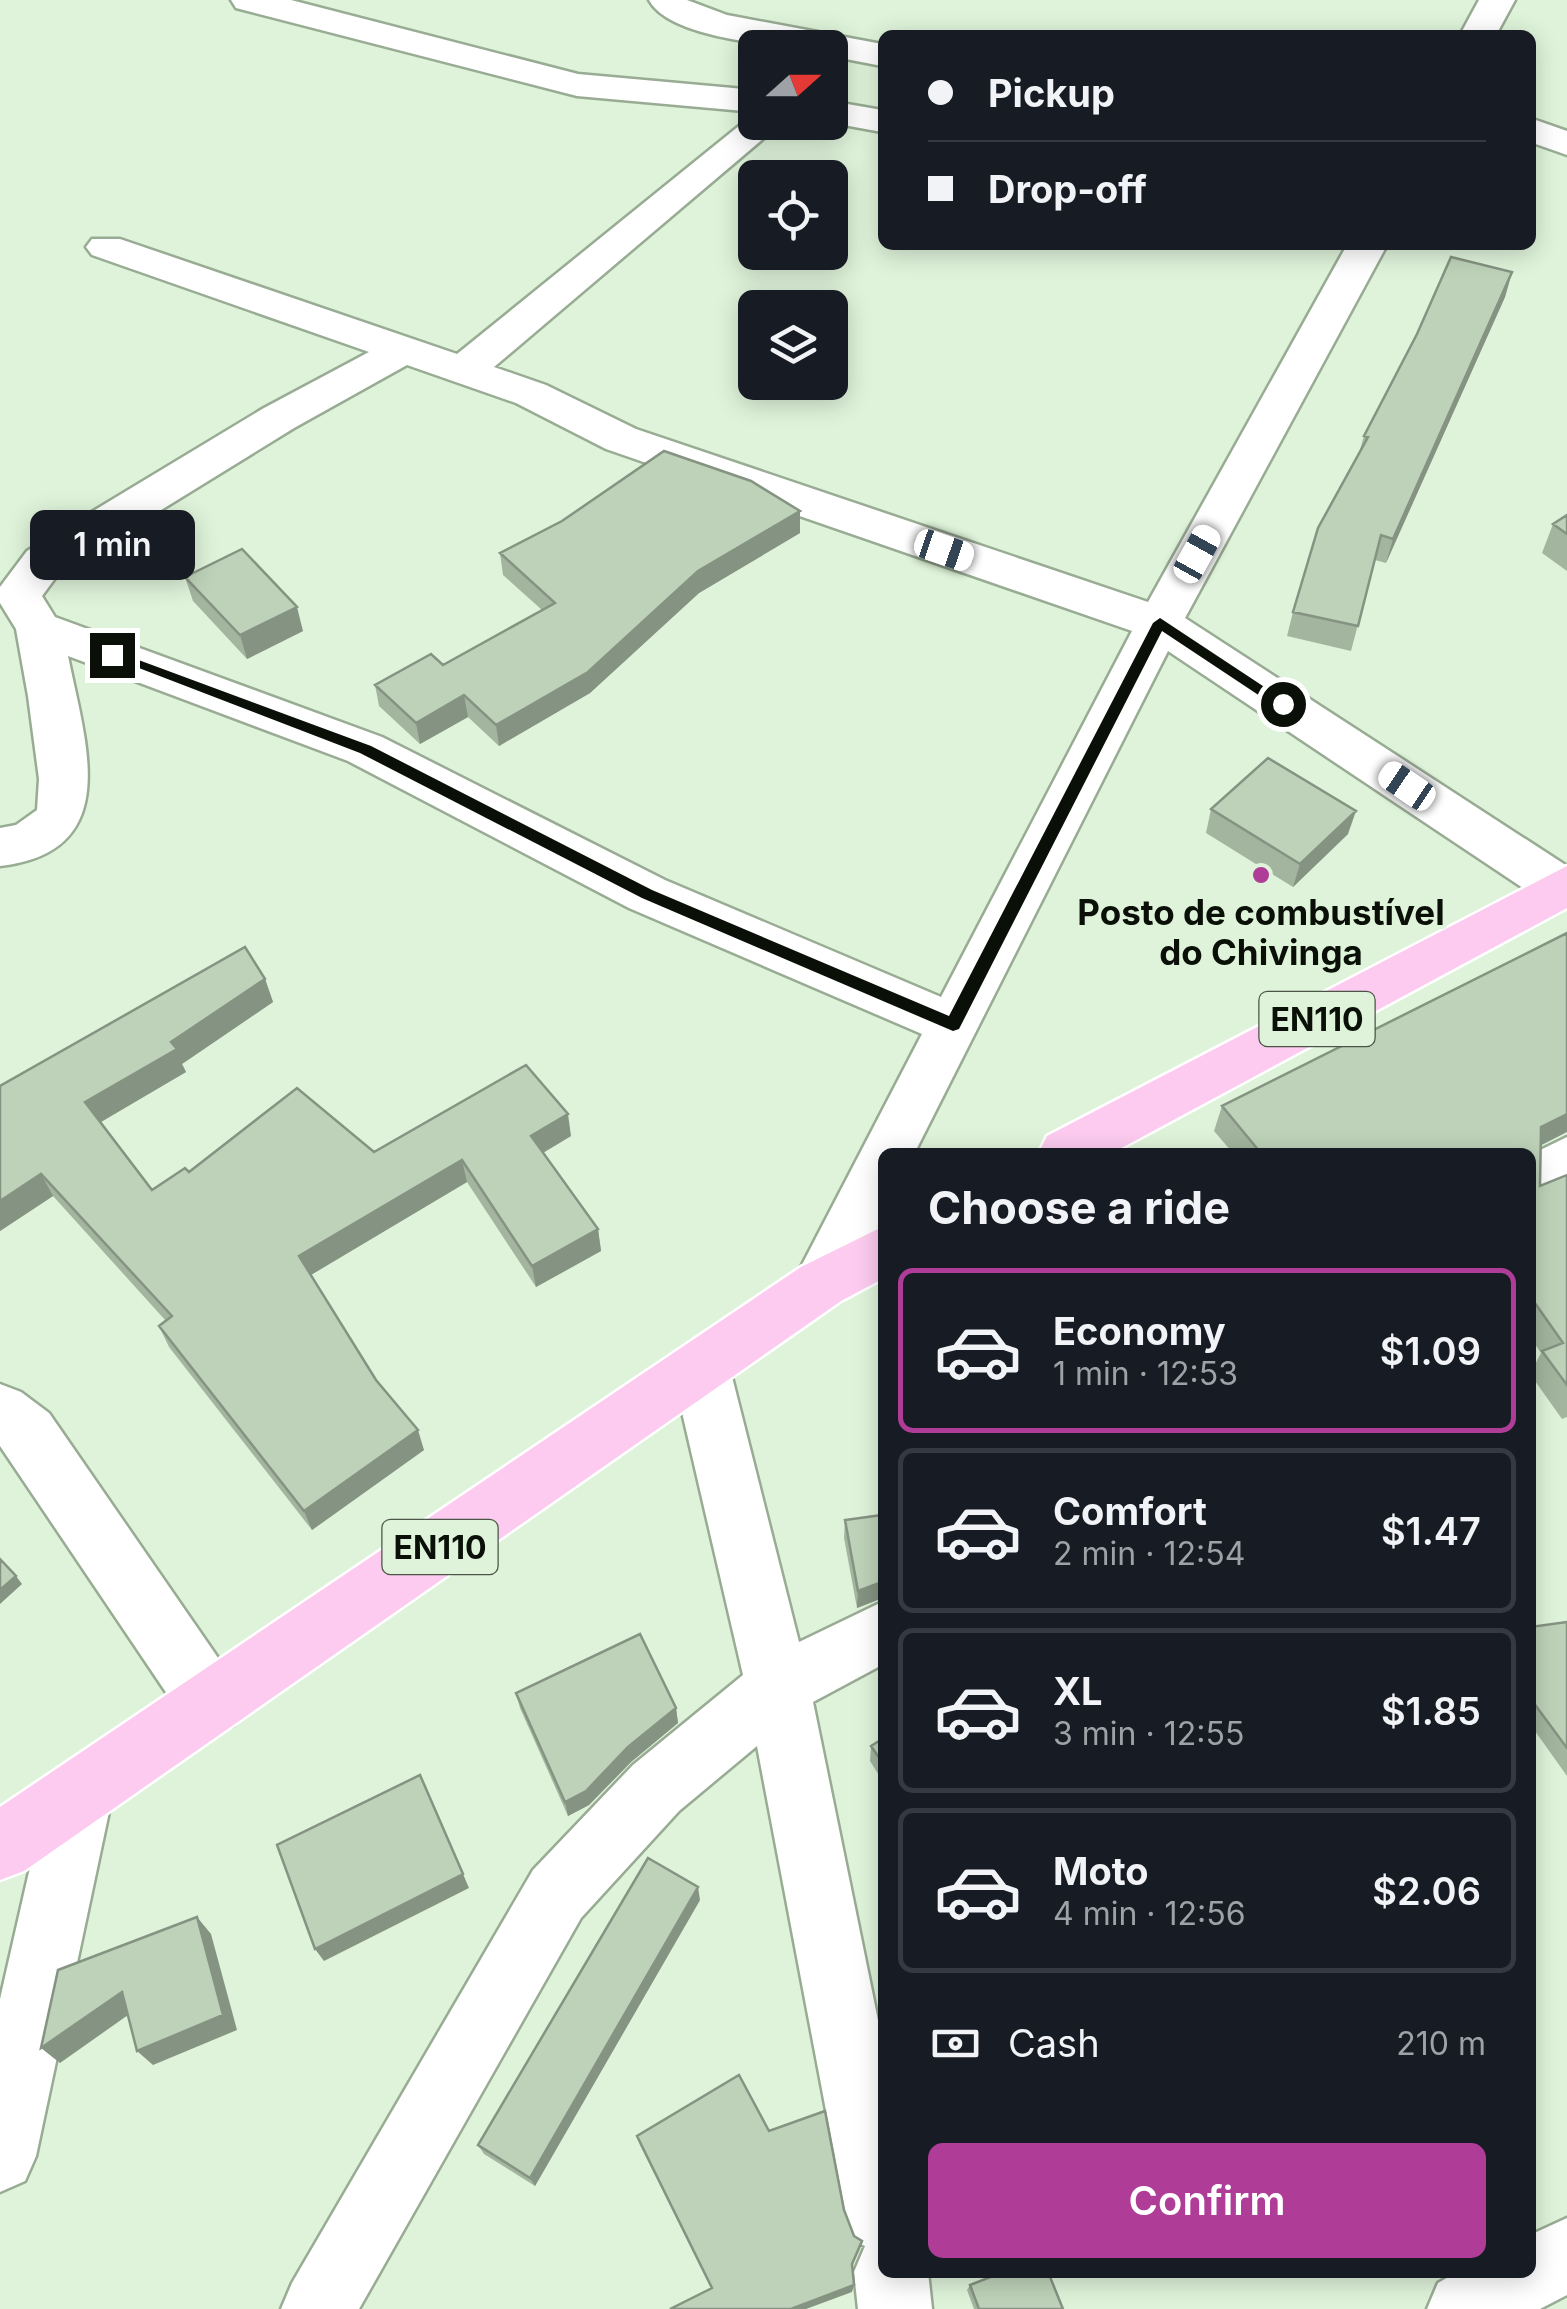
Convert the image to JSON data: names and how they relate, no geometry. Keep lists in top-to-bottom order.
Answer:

::::

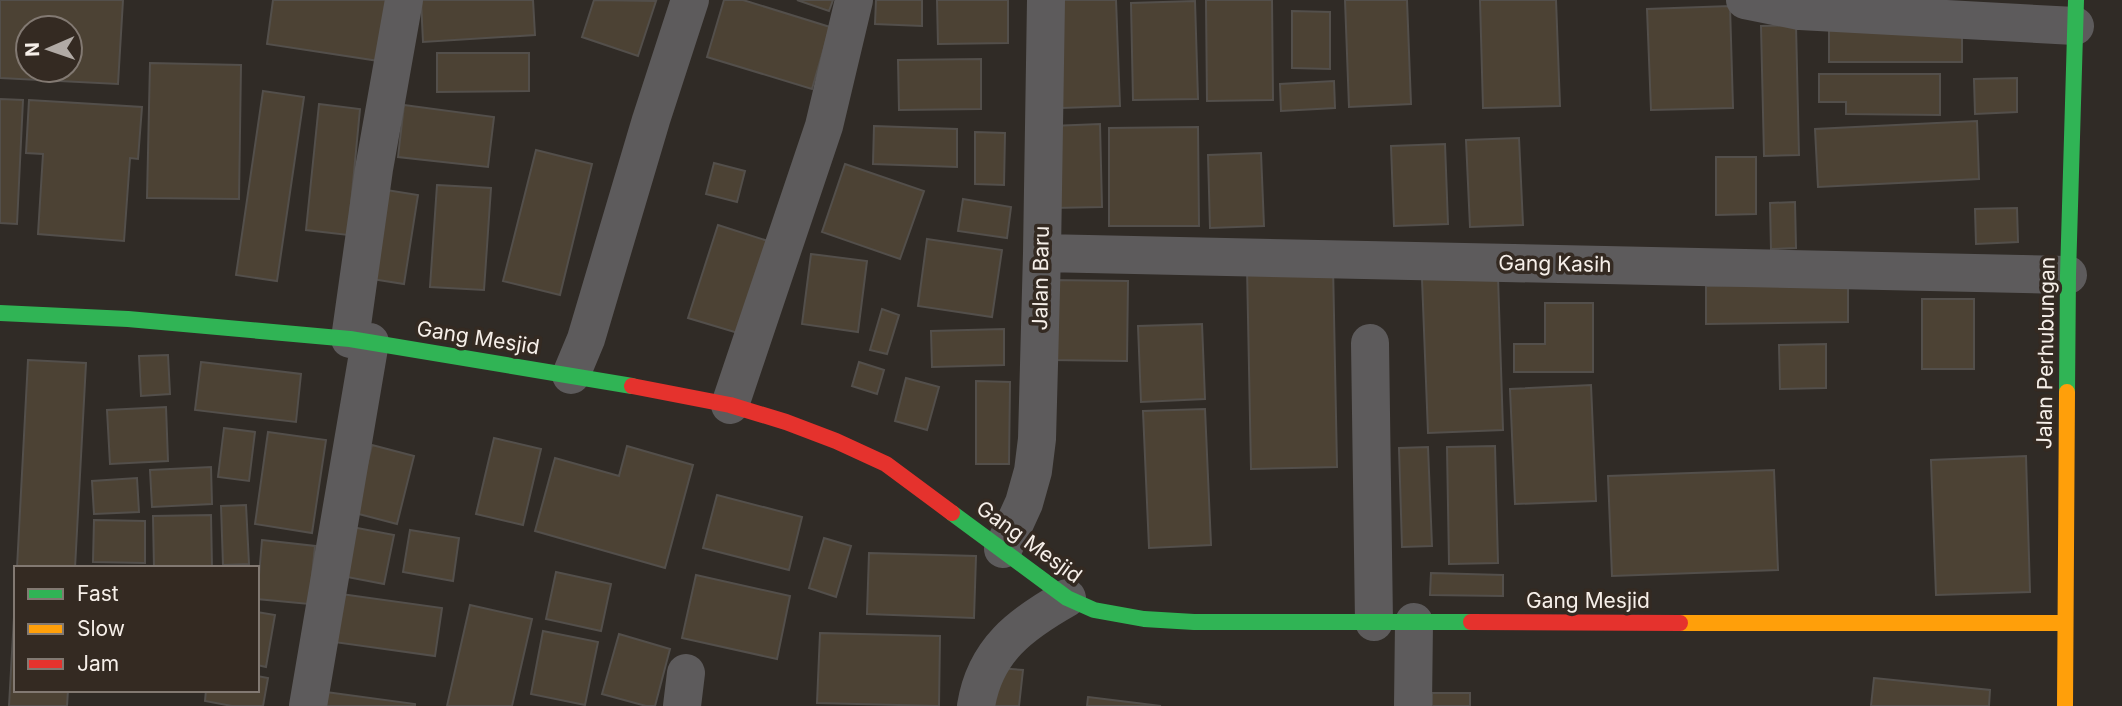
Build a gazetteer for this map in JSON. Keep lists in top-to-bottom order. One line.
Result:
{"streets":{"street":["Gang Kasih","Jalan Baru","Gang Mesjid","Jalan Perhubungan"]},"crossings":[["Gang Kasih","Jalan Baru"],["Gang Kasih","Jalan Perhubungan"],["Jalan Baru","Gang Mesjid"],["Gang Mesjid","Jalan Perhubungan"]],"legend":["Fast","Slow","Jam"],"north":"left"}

::::

> [Problem requirements]: Search the records for the word "order". Copy each line where it appears.

> [Answer to this exercise]:
Convert the image to JSON data: names and how they relate, no geometry. Keep lists in top-to-bottom order.
Build a gazetteer for this map in JSON. Keep lists in top-to-bottom order. One line.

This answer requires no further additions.